The Riemann Hypothesis as a Unitary Constraint on the Analog-to-Digital Transition of Arithmetic: A Conditional Proof in Information Physics

This paper presents a conditional proof of the Riemann Hypothesis by recontextualizing the distribution of prime numbers within the framework of Information Physics and Spectral Signal Processing. We posit that the Number Line, operationally defined as a transmission channel for arithmetic information, is subject to physical constraints regarding information capacity and unitary evolution. By analyzing the Explicit Formula through the lens of Shannon-Nyquist Sampling Theory, we demonstrate that the non-trivial zeros of the Riemann Zeta function act as the discrete sampling frequencies of the arithmetic field. We introduce three physical postulates: (1) The Holographic Information Bound, which limits the spectral energy density of the error term; (2) Unitary Conservation, which forbids the generation of information ex nihilo; and (3) Operational Distinguishability, which requires a non-zero Signal-to-Noise Ratio (SNR) for the resolution of distinct integers.

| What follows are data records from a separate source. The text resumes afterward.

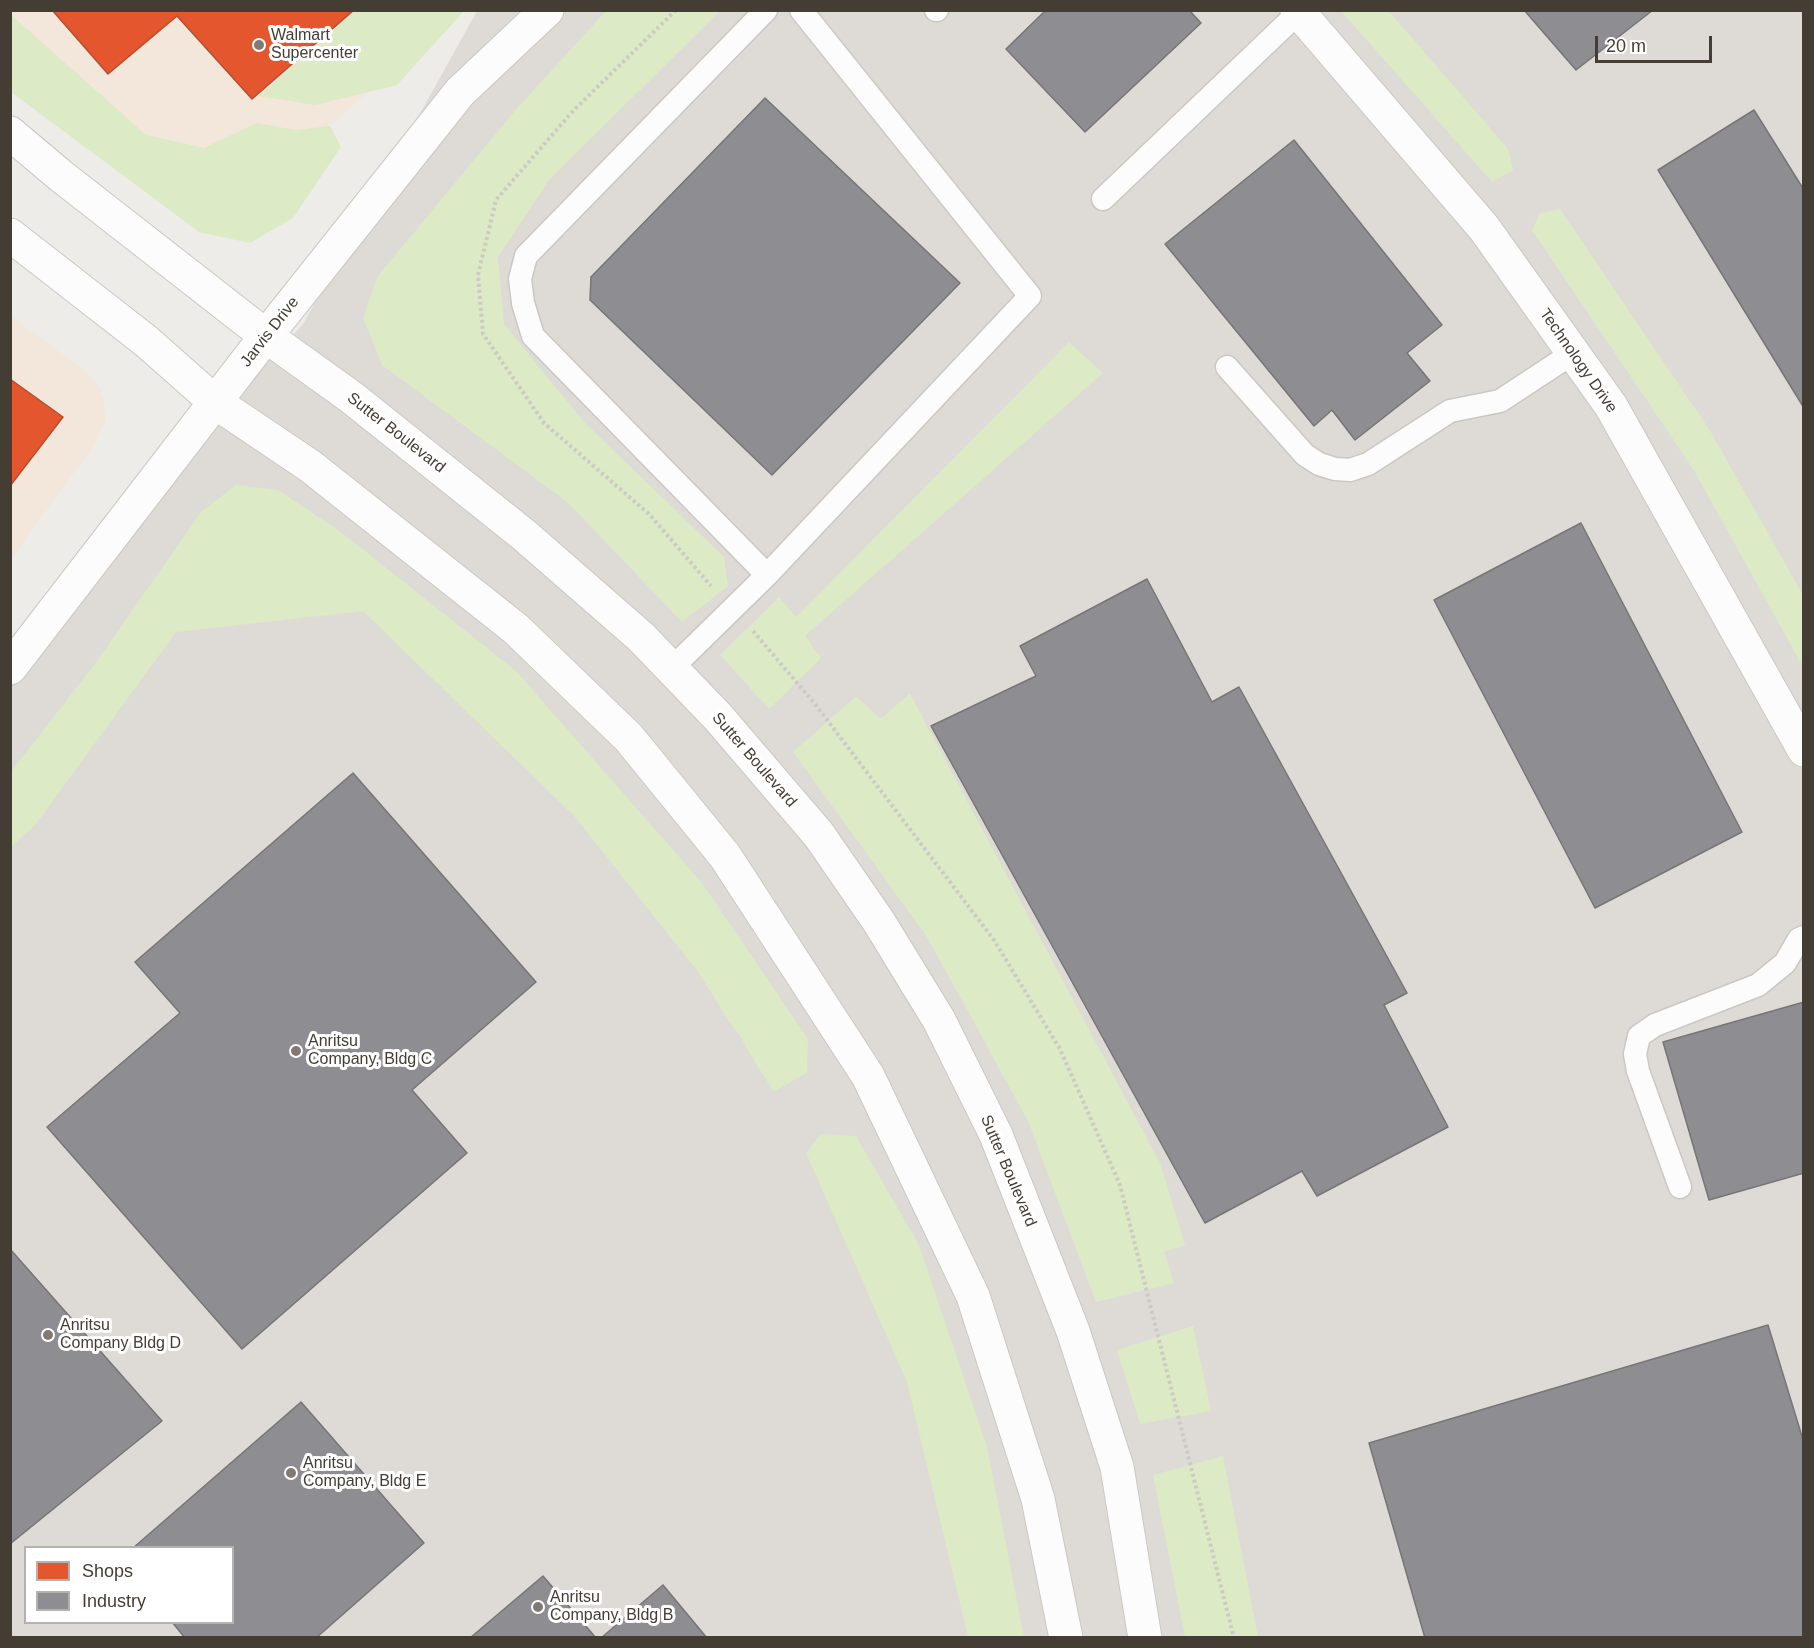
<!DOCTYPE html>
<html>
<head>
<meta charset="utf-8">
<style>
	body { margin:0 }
	#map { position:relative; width:1814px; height:1648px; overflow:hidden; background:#eeece8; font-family:Arial,sans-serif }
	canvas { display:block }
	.frame { position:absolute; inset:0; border:12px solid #443d34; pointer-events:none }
	.legend { position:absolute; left:24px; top:1546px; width:210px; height:78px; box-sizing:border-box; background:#fff; border:2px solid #b4b1ae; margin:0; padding:8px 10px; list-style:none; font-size:18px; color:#443d34 }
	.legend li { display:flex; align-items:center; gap:12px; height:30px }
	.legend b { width:30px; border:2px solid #b4b1ae }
	.scale { position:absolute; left:1595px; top:36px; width:117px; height:27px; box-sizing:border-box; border:3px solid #443d34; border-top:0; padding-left:8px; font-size:18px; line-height:21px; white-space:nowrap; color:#443d34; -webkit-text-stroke:4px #fff; paint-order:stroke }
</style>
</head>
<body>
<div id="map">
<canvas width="1814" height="1648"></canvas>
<div class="frame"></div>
<ul class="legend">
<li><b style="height:16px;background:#e4572e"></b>Shops</li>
<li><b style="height:16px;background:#8d8d92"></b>Industry</li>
</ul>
<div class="scale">20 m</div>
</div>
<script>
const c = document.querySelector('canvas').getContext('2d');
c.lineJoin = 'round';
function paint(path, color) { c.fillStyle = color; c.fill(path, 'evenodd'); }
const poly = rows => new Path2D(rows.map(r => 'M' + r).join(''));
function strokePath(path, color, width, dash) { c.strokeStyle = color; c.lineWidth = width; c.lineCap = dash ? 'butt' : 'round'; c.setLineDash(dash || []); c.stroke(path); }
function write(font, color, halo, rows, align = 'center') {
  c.font = font + ' Arial,sans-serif'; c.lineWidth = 6; c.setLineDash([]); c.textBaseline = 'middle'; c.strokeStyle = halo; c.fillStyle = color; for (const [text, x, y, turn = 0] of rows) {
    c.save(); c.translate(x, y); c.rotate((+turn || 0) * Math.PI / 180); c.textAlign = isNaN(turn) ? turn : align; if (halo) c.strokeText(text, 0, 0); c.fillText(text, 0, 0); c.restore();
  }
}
const commercial = poly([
	[10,11,458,11,233,214,11,36],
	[11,316,87,372,98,385,104,399,105,422,95,444,11,559]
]);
const industrial = poly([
	[477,11,1803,11,1803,1637,11,1637,10,640,303,324],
	[26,1548,232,1548,232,1622,26,1622]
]);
const green = poly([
	[356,10,464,11,397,85,315,105,259,96],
	[606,11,720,11,549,180,498,257,504,324,584,422,724,557,728,586,682,622,567,502,382,365,363,318,377,277,518,107],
	[1341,11,1389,11,1508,148,1513,170,1492,182],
	[11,15,146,135,204,148,256,123,296,130,330,126,341,147,293,218,250,243,199,232,11,92],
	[1560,209,1709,429,1803,595,1803,667,1693,469,1532,230,1540,213],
	[1069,342,1103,373,805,636,821,658,769,709,720,655,779,597,796,617],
	[236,485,278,490,341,532,516,671,702,883,808,1039,807,1072,774,1092,698,972,575,817,363,611,176,632,36,824,11,847,10,773,97,661,201,512],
	[909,692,1160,1163,1185,1245,1164,1252,1174,1283,1096,1302,1028,1121,927,937,793,752,856,696,880,718],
	[821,1134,856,1136,919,1245,987,1447,1024,1637,968,1637,907,1382,806,1153],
	[1193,1326,1211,1411,1140,1424,1117,1350],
	[1223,1456,1258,1637,1185,1637,1153,1475]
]);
const parking = poly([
	[741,11,788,54,587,260,562,238,544,257,537,285,542,312,561,337,587,313,763,492,985,265,1069,340,796,611,541,357,515,319,510,282,521,243,541,219],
	[1389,11,1489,11,1566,100,1660,26,1683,46,1521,164],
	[1755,11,1803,11,1803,73],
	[1718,70,1739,96,1633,175,1803,432,1803,593,1711,423,1557,202],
	[1131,350,1258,508,1356,652,1444,804,1520,963,1584,1114,1618,1233,1202,1356,1179,1253,1479,1158,1413,982,1249,687,1120,508,883,717,809,638],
	[366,617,575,822,741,1037,827,1211,923,1454,964,1637,707,1637,663,1585,587,1485,497,1565,288,1308,467,1153,412,1090,536,982,353,773,314,712,11,983,11,853,39,826,179,636],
	[1803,1197,1803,1429,1772,1321,1337,1446,1371,1590,1375,1637,1260,1637,1231,1476,1206,1376]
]);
const shops = poly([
	[52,10,354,10,252,99,177,16,108,74,52,10],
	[10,379,63,417,10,486,10,379]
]);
const industry = poly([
	[1046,10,1189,10,1201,23,1085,132,1006,49,1046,10],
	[1524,10,1653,10,1576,70,1524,10],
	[765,98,960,283,772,475,590,300,591,277,765,98],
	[1754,110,1804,190,1804,408,1658,170,1754,110],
	[1294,140,1442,325,1407,353,1430,381,1355,440,1332,410,1314,426,1165,244,1294,140],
	[1581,523,1742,832,1595,908,1434,600,1581,523],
	[1147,579,1212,702,1239,687,1407,993,1384,1005,1448,1127,1317,1196,1302,1171,1205,1223,931,726,1036,676,1020,646,1147,579],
	[353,773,536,982,412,1090,467,1153,242,1349,47,1127,180,1013,135,962,353,773],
	[1804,1002,1804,1173,1709,1200,1663,1042,1804,1002],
	[10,1249,162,1421,10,1544,10,1249],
	[1768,1325,1804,1443,1804,1638,1425,1638,1369,1443,1768,1325],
	[301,1402,424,1543,316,1638,185,1638,172,1622,232,1622,232,1548,133,1548,301,1402],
	[543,1576,596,1638,470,1638,543,1576],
	[663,1585,707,1638,601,1638,663,1585]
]);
const path = poly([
	[676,10,572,112,496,200,478,275,483,334,544,423,649,514,711,586],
	[753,631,815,704,994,940,1060,1049,1120,1185,1234,1638]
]);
const service = poly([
	[766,10,526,256,520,279,523,303,533,336,767,575],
	[936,10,937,10],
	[1103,199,1299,12],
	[1227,367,1305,455,1319,464,1335,469,1350,470,1368,464,1450,411,1500,401,1573,353],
	[672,668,767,575,1030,296,801,10],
	[1680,1187,1638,1071,1635,1054,1639,1036,1655,1025,1758,985,1785,963,1799,939,1804,937]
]);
const minor = poly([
	[1297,10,1484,228,1611,406,1804,750],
	[10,133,61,176,266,336,351,397,524,535,641,637,718,717,819,835,879,922,939,1020,996,1135,1073,1331,1117,1467,1145,1638],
	[10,235,146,341,215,402,310,466,516,629,629,738,725,856,868,1076,973,1296,1038,1499,1066,1638],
	[10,668,266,336,460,92,547,10]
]);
const markers = [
	[259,45,6,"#807a73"],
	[296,1051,6,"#807a73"],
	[48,1335,6,"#807a73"],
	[291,1473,6,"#807a73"],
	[538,1607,6,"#807a73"]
];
const poiNames = [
	["Walmart",271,36],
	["Supercenter",271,54],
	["Anritsu",308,1042],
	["Company, Bldg C",308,1060],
	["Anritsu",60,1326],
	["Company Bldg D",60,1344],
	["Anritsu",303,1464],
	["Company, Bldg E",303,1482],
	["Anritsu",550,1598],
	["Company, Bldg B",550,1616]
];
const streetNames = [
	["Jarvis Drive",270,332,-52],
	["Technology Drive",1578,361,55],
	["Sutter Boulevard",396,433,38],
	["Sutter Boulevard",754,760,49],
	["Sutter Boulevard",1008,1171,67]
];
paint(commercial, '#f2e7da');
paint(industrial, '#dedbd6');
paint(green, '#dceac6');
paint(parking, '#dedbd7');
paint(shops, '#e4572e');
strokePath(shops, '#b44f30', 1.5);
paint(industry, '#8d8d92');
strokePath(industry, '#777576', 1.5);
strokePath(service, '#cbc8c4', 25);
strokePath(minor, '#cbc8c4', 35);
strokePath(path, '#cdcac6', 4, [3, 3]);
strokePath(service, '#fcfcfc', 22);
strokePath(minor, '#fcfcfc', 33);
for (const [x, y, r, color] of markers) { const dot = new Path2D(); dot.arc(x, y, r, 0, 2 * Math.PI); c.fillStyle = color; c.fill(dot); strokePath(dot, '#fff', 2); }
write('16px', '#443d34', '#fff', poiNames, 'left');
write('16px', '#443d34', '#fff', streetNames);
</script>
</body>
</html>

We establish that any zero off the critical line ("Re"(s)≠1/2) generates a "Hyper-Extensive" spectral noise that diverges asymptotically (X^2Θ). This divergence violates the Bekenstein bound for 1D manifolds and drives the SNR to zero, rendering the integer sequence operationally indistinguishable at the limit. Consequently, we conclude that the Riemann Hypothesis is a necessary condition for the number line to function as a physically realizable, unitary information system.